Daemon.err hostapd: nl80211: kernel reports: key addition failed - is this a problem?

Tested again with OpenWrt 22.03.0 r19685-512e76967f. Sadly this issue has made it into the Stable release. :slightly_frowning_face:

Looking forward to a brighter future one day when Teams/WhatsApp calls don't drop when walking across the house.

3 Likes

Yes, me too. It’s interesting that nobody knows the reason for that issue and it is there for years…

2 Likes

Back from Stable to snapshot release, and sad to say that key addition failed is still there with OpenWrt SNAPSHOT r20655-c3e7d86d2b. :frowning_face:

3 Likes

And still on OpenWrt SNAPSHOT r20746-a67f484e67.

Is there anyone out there?

1 Like

Also seeing this (with Radius and VLANs) on 22.3.0-rc6. However, as I am having FT on both radios (2.4 & 5 GHz), I believe my situation is mitigated (routinely one fails, but the other succeeds).

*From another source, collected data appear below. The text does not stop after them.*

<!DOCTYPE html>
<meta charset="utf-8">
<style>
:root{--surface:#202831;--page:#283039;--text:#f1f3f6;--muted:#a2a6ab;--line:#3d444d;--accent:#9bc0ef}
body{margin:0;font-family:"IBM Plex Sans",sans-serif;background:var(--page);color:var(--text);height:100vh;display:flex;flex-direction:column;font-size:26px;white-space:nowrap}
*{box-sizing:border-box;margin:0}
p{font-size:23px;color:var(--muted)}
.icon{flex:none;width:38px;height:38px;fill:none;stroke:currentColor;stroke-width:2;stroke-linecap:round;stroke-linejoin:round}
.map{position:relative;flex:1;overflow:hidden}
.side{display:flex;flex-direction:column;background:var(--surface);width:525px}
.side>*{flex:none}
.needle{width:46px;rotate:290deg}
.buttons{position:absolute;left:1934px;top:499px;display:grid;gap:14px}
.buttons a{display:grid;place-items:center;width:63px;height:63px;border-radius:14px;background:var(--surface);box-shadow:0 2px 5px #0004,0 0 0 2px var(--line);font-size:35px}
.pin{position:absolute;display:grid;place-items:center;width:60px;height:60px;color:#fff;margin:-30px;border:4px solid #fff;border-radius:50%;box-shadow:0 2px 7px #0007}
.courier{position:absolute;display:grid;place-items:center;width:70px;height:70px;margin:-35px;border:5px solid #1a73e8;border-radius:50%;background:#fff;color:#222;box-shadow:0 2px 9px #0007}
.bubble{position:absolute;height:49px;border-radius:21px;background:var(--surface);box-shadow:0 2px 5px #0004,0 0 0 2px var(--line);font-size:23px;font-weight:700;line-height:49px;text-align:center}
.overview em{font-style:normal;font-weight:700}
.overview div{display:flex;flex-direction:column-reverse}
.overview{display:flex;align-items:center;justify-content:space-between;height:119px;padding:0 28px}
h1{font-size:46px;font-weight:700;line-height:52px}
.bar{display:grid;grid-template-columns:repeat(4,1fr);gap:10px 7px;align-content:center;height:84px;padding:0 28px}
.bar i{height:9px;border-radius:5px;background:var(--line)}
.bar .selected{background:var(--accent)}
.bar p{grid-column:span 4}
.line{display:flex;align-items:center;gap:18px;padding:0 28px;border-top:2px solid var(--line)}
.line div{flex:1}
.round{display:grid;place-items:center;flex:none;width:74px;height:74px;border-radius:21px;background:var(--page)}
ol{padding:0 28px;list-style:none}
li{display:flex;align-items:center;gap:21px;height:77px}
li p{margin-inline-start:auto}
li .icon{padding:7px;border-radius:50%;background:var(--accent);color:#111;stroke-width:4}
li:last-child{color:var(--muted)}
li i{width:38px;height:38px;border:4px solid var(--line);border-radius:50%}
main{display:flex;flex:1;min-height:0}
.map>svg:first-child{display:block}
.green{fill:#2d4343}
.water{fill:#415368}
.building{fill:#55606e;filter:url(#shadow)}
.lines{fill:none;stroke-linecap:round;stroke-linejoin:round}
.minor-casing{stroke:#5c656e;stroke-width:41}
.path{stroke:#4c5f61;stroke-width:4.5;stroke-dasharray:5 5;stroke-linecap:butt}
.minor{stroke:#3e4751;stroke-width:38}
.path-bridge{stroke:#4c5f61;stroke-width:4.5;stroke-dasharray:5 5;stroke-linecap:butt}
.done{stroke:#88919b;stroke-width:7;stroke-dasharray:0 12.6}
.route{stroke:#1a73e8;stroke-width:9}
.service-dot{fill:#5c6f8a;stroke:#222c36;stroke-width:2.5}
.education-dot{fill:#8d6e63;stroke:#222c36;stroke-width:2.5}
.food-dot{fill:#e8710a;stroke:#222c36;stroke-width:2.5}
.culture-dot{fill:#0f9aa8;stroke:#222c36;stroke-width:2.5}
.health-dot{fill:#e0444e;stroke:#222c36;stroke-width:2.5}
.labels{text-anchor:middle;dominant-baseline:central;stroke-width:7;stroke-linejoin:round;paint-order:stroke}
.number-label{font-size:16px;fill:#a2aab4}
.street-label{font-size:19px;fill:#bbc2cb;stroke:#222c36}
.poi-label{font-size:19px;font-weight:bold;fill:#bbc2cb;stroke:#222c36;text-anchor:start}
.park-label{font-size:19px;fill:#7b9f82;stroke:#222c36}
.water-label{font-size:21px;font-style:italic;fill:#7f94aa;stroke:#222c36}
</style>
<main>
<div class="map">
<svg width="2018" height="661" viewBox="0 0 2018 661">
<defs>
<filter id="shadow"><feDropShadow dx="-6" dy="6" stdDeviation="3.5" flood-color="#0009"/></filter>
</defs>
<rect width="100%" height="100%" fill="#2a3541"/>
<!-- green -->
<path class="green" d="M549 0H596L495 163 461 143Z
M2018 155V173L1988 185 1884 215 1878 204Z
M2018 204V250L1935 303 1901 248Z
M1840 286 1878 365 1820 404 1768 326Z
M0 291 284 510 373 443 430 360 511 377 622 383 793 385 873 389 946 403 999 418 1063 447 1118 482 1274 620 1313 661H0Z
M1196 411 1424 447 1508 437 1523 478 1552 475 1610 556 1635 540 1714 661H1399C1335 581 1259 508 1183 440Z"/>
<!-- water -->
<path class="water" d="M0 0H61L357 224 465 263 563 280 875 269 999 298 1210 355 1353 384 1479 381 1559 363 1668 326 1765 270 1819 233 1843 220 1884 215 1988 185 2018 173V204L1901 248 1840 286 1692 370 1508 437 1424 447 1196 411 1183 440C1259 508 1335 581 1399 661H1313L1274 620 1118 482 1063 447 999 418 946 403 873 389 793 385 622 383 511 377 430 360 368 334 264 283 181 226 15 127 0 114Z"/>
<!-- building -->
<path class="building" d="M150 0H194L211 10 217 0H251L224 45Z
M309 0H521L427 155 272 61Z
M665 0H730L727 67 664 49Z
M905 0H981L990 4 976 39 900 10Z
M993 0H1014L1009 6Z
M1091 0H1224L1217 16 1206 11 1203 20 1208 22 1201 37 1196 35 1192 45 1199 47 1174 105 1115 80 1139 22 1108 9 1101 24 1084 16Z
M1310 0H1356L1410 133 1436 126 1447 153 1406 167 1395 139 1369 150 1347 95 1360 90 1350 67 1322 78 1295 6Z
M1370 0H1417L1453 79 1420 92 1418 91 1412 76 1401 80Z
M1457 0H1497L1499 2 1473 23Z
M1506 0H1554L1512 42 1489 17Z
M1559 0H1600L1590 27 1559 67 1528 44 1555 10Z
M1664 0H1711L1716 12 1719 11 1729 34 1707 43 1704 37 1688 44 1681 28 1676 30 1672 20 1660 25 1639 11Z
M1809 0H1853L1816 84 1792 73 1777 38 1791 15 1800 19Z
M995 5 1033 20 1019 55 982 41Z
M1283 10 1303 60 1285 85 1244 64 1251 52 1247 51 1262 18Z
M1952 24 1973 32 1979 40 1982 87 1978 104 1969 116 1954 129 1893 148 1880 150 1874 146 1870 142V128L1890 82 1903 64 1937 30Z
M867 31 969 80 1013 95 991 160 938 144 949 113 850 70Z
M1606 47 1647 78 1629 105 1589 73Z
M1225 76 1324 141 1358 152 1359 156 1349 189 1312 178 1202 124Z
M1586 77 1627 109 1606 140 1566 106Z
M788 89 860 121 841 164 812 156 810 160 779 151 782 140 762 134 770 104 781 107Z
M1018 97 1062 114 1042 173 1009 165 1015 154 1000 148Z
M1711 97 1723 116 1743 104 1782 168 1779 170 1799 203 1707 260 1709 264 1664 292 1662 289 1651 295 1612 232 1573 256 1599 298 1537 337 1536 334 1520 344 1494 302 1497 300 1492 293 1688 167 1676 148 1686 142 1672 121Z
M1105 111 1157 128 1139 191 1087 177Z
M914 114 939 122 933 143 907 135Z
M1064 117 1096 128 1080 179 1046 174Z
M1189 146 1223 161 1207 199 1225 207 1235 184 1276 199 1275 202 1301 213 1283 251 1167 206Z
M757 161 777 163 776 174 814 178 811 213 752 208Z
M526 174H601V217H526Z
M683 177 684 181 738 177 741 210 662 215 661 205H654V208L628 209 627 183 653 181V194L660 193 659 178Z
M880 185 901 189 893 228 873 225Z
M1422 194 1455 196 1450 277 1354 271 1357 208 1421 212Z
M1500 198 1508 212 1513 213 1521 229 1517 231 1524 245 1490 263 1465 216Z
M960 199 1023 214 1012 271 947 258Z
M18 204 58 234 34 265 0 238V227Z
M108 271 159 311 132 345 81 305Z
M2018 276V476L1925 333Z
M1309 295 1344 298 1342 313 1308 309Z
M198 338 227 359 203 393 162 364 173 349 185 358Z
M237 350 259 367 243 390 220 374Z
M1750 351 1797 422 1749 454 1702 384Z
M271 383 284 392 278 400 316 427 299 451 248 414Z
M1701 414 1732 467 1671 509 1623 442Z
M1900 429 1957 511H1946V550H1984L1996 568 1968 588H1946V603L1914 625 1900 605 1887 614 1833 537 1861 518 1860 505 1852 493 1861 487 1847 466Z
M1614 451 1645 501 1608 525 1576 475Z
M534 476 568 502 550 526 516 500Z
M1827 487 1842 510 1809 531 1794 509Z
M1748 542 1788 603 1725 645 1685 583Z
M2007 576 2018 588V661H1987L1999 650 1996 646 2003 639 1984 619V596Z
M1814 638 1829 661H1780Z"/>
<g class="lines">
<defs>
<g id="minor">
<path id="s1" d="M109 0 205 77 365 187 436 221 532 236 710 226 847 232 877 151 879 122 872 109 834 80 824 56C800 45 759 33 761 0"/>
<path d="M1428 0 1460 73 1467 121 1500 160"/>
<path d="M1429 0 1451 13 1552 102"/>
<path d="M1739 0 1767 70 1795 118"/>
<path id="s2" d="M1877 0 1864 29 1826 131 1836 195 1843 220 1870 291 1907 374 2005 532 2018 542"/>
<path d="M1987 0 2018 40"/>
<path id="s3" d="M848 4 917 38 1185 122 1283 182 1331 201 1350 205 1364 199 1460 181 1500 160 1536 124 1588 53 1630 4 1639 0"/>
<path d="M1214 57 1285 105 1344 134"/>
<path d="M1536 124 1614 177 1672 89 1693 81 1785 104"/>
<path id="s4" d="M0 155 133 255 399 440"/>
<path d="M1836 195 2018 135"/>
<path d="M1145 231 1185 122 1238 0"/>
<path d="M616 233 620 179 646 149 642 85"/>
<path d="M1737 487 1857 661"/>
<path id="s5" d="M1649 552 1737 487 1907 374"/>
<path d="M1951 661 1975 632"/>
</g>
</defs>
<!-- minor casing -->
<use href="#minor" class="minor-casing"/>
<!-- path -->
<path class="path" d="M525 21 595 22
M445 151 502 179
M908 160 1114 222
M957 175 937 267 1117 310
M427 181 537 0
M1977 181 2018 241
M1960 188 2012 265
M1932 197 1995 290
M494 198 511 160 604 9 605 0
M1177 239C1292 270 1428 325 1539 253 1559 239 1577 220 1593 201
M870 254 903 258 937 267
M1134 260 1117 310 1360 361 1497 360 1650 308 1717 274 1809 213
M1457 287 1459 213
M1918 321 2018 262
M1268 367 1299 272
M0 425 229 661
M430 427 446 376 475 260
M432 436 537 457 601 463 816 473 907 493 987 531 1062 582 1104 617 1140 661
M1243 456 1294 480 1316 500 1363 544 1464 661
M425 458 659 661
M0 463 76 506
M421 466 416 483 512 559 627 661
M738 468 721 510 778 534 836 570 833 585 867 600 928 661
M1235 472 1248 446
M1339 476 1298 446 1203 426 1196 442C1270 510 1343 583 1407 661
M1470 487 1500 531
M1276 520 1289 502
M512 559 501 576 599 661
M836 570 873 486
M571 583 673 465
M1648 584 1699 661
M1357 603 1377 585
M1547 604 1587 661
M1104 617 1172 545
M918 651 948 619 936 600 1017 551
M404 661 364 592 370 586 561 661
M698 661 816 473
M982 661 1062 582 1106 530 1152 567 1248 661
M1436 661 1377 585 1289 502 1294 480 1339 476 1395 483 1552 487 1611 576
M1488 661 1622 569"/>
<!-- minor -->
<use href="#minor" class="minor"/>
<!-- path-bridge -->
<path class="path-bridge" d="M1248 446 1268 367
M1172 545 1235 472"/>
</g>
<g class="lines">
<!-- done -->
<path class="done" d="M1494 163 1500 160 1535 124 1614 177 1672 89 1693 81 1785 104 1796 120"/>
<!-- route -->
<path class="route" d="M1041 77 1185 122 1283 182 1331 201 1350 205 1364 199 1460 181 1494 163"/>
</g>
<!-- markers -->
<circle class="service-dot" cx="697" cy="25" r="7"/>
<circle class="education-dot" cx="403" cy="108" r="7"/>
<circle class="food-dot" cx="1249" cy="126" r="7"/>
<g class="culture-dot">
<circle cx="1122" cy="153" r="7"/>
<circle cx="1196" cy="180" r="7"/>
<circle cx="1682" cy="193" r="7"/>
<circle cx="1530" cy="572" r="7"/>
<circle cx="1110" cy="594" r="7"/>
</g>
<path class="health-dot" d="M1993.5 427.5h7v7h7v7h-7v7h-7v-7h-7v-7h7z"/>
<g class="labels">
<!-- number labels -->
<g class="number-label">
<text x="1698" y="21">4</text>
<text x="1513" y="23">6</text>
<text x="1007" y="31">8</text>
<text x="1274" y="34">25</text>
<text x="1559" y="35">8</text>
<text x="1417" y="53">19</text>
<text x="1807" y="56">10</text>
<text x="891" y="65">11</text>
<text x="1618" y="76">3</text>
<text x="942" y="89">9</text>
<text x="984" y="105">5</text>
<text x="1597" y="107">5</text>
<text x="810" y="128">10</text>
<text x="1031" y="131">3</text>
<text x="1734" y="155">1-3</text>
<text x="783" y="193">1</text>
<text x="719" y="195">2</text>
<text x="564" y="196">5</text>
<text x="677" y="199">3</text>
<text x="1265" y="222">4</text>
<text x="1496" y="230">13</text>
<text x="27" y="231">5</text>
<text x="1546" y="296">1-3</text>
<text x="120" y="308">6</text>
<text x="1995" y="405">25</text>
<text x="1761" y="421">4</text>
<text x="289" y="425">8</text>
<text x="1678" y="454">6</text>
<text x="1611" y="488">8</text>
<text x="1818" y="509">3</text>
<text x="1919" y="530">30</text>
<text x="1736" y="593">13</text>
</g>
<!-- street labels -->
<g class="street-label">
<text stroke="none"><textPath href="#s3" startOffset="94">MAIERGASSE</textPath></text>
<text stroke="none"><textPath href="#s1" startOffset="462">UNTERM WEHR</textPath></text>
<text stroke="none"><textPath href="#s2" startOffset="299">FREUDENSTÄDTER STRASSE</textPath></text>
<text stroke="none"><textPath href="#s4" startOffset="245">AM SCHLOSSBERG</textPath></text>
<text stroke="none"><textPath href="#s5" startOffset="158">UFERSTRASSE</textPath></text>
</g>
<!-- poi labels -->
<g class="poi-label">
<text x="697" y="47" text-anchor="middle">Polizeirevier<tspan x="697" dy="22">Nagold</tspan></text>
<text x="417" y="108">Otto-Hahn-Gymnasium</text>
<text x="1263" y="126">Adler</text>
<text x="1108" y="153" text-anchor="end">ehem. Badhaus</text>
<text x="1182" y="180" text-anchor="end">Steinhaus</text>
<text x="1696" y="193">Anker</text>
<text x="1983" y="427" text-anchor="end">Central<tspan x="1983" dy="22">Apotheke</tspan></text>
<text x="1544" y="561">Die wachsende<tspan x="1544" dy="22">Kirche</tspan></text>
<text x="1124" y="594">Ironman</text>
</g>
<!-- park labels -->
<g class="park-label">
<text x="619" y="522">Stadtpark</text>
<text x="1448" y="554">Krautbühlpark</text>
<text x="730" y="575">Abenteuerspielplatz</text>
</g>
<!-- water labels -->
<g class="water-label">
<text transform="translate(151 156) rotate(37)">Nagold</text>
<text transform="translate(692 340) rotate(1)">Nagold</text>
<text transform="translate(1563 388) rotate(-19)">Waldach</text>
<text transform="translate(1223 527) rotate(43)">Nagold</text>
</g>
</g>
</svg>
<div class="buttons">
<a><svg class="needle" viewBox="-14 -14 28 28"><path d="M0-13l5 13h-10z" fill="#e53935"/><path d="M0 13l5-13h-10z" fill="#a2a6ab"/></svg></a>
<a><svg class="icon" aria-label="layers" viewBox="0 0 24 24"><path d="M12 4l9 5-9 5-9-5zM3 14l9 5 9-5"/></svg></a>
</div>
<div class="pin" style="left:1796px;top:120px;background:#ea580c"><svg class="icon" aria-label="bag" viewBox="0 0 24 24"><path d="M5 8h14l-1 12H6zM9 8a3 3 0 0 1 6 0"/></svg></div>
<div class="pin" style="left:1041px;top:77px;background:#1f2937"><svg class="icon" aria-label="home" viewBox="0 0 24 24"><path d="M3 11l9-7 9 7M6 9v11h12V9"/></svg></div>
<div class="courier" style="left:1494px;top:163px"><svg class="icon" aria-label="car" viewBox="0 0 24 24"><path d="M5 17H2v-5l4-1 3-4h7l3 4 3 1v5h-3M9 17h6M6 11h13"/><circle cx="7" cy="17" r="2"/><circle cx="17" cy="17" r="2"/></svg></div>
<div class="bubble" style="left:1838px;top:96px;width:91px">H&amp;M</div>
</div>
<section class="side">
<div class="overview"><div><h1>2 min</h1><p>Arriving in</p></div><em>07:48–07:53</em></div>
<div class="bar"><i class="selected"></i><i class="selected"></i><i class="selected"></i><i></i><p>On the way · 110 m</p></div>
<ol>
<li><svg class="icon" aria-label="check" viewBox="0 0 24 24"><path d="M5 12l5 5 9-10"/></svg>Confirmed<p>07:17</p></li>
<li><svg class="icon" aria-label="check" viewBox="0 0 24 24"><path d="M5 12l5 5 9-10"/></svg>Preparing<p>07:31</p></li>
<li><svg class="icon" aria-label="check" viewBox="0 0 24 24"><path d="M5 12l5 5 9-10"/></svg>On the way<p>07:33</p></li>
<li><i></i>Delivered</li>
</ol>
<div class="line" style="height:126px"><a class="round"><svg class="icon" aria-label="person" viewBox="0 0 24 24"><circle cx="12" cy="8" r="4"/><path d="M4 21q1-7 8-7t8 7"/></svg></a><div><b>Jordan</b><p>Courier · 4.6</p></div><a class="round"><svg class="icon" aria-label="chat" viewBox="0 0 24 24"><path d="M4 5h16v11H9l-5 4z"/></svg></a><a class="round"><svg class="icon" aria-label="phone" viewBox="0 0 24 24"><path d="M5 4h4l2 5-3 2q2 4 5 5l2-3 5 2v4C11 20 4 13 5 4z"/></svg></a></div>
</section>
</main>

It would seem that this may be caused by timeout (?). Looking at the nl80211 driver code, it seems it's either that or no memory. Also, some time back Michael Braun commented about the time it takes to decrypt the key (and some suggestions, see HowTo enable WiFi roaming with hostapd and VLANs - FeM Blog (tu-ilmenau.de)).

I'll make an attempt to add some debug statements to see what the driver is reporting... May take a while as it will be my first compile for OpenWRT :wink:

2 Likes

After adding some prints to the driver, it would seem the failure originates
in build_dir/target-mips_24kc_musl/linux-ath79_generic/backports-5.15.58-1/net/mac80211/cfg.c in ieee80211_add_key() :

 499                 if (!sta || !test_sta_flag(sta, WLAN_STA_ASSOC)) {
 500                         ieee80211_key_free_unused(key);
 501                         err = -ENOENT;
 502                         goto out_unlock;
 503                 }

The TODO in this code fragment seems to be clear: "accept the key if we have a station entry and add it to the device after the station." This was noted before here: 802.11r Fast Transition how to understand that FT works? - #62 by cotequeiroz

Now figuring out how to do that :wink:

--- update ---
According to patch #1626e0fa :

During FT roaming, wpa_supplicant attempts to set the key before association. This used to be rejected, but as a side effect of my commit 66e67e41 ("mac80211: redesign auth/assoc") the key was accepted causing hardware crypto to not be used for it as the station isn't added to the driver yet. It would be possible to accept the key and then add it to the driver when the station has been added. However, this may run into issues with drivers using the state- based station adding if they accept the key only after association like it used to be. For now, revert to the behaviour from before the auth and assoc change.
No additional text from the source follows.